Dataset entries
* * *

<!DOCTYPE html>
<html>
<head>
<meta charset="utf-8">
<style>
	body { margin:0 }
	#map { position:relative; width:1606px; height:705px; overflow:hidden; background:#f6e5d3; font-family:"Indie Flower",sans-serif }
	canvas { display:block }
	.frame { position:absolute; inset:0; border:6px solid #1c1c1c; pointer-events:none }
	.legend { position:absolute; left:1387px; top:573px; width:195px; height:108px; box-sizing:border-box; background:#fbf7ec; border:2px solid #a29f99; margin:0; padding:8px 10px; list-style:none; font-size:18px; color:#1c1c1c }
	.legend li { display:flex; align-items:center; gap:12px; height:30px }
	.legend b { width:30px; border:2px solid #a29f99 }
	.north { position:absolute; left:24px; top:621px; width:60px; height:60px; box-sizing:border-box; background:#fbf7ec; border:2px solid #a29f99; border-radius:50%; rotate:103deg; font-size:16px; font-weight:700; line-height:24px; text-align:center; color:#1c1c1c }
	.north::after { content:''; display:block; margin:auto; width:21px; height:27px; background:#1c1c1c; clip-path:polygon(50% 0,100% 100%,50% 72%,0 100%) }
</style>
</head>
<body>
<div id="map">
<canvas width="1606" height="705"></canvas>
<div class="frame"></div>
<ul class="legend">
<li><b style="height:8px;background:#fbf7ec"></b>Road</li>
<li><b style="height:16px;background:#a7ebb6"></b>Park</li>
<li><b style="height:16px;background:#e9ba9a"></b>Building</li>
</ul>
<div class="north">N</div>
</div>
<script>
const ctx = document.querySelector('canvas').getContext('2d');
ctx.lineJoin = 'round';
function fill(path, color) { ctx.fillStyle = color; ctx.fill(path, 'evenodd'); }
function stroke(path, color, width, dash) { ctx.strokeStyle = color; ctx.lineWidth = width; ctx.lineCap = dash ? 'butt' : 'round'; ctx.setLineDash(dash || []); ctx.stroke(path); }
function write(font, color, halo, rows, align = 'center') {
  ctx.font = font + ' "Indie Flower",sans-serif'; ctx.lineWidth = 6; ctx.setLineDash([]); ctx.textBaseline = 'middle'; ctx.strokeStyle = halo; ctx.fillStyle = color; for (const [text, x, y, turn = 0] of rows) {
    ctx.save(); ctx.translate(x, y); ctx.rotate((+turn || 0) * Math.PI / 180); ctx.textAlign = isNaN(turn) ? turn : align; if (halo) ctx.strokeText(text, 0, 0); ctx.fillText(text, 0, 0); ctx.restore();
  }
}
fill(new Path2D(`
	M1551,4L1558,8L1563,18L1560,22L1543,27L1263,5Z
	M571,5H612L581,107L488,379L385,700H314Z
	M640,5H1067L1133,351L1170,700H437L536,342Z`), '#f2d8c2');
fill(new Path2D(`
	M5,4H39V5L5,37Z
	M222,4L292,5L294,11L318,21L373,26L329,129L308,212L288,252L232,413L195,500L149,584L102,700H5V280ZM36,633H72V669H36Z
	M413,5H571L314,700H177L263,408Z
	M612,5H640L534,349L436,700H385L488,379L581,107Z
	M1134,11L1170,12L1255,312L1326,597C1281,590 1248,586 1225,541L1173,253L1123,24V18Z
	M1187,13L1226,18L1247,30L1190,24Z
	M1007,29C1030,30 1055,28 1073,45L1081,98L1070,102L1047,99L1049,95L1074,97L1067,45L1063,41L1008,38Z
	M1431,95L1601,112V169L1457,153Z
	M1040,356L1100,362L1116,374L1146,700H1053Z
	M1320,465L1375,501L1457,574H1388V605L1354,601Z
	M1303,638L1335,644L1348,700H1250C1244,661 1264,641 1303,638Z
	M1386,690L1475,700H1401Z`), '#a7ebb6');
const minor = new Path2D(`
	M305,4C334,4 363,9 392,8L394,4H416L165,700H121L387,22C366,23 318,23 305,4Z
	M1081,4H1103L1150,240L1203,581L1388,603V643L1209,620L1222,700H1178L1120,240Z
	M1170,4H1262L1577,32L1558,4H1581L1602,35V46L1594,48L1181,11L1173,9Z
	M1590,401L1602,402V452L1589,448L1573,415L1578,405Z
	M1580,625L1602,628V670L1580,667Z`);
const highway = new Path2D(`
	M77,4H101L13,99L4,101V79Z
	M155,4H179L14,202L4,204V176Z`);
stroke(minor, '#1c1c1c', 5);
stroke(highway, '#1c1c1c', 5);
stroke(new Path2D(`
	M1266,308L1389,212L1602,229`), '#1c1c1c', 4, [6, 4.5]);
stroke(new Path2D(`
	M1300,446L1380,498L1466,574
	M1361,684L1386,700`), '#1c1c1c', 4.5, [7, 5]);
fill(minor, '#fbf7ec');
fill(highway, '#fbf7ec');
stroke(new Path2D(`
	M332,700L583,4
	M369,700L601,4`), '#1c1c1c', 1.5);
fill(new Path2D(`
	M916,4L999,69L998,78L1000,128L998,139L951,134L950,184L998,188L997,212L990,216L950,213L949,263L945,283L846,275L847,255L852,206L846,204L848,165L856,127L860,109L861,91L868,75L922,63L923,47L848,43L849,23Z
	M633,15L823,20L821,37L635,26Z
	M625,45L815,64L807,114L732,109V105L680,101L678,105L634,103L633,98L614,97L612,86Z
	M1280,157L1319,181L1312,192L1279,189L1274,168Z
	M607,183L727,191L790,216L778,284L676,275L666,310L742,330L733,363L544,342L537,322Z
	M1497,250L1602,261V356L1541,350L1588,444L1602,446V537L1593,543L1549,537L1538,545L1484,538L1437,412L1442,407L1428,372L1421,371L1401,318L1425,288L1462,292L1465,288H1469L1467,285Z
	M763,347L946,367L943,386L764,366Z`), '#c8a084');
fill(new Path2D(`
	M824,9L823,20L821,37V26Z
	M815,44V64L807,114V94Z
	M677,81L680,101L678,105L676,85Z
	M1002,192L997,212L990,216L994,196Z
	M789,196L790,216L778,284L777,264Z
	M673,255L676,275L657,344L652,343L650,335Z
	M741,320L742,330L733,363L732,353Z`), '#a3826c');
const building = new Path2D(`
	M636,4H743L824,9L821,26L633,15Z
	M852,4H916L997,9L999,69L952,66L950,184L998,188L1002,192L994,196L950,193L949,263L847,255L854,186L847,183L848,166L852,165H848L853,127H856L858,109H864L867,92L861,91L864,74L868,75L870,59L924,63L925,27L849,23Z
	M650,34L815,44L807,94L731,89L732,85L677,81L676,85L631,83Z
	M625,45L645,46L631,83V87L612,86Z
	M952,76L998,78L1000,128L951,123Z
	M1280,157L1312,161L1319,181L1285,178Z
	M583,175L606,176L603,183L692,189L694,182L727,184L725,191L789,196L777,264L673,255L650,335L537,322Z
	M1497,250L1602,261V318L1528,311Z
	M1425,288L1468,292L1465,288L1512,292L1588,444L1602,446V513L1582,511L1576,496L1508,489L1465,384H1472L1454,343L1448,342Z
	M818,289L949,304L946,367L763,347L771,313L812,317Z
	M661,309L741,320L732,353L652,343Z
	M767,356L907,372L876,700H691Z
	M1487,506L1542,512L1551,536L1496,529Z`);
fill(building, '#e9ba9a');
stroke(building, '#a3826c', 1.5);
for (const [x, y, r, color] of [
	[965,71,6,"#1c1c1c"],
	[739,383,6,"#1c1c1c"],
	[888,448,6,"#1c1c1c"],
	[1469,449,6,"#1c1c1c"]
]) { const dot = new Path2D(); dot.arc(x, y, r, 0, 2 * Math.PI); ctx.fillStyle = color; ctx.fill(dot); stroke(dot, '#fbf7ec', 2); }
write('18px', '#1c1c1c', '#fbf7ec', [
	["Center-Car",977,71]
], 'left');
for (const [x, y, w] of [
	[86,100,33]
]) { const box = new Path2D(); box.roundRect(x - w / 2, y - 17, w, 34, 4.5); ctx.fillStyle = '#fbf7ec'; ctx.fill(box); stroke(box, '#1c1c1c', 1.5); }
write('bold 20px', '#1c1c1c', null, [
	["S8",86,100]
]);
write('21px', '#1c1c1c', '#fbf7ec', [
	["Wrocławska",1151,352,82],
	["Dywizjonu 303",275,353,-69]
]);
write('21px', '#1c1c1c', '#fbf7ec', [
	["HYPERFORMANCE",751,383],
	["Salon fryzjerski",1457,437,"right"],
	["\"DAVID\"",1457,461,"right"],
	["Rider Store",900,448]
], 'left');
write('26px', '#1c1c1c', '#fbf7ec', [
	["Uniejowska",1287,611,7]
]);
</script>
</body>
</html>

* * *

:: TRY IT ::
Search the records for the word "highway" and return every line that holds it.

:: COMPLETED TASK ::
const highway = new Path2D(`
stroke(highway, '#1c1c1c', 5);
fill(highway, '#fbf7ec');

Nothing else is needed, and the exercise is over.